(Saved entries)
=-=-=-=-=

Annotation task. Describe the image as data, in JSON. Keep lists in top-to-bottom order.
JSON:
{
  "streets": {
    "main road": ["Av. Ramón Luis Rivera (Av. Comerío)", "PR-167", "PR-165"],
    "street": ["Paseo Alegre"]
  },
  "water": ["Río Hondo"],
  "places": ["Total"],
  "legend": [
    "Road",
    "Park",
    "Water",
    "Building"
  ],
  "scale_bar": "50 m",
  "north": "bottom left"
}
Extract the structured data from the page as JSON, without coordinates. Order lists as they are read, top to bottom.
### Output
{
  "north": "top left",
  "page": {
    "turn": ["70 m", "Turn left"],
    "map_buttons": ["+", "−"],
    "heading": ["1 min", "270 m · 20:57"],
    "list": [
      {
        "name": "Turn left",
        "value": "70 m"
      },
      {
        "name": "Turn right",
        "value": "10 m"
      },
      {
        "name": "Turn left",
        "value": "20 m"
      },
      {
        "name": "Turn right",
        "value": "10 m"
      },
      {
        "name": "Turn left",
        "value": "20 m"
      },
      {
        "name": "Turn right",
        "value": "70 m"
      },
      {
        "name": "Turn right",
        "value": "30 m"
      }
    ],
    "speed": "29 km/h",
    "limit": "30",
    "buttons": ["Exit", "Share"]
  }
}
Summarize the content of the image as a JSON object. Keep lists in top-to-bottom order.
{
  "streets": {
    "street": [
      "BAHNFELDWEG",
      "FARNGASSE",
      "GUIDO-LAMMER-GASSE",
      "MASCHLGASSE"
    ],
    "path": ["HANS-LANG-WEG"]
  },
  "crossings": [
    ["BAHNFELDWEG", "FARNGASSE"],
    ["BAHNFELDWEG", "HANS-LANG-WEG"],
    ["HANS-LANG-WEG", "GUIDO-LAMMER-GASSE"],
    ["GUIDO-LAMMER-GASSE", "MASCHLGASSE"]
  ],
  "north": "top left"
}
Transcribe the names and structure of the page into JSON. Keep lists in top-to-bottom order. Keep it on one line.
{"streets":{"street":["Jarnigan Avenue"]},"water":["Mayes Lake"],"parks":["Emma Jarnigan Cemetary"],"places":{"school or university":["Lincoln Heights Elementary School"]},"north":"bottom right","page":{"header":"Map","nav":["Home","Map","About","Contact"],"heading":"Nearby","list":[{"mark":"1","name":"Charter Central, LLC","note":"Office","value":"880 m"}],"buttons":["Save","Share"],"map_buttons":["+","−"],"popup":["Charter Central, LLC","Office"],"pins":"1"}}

=-=-=-=-=

> Assigned task: Every line that holds the string "data" must be copied from the records above.

> Reply:
Annotation task. Describe the image as data, in JSON. Keep lists in top-to-bottom order.
Extract the structured data from the page as JSON, without coordinates. Order lists as they are read, top to bottom.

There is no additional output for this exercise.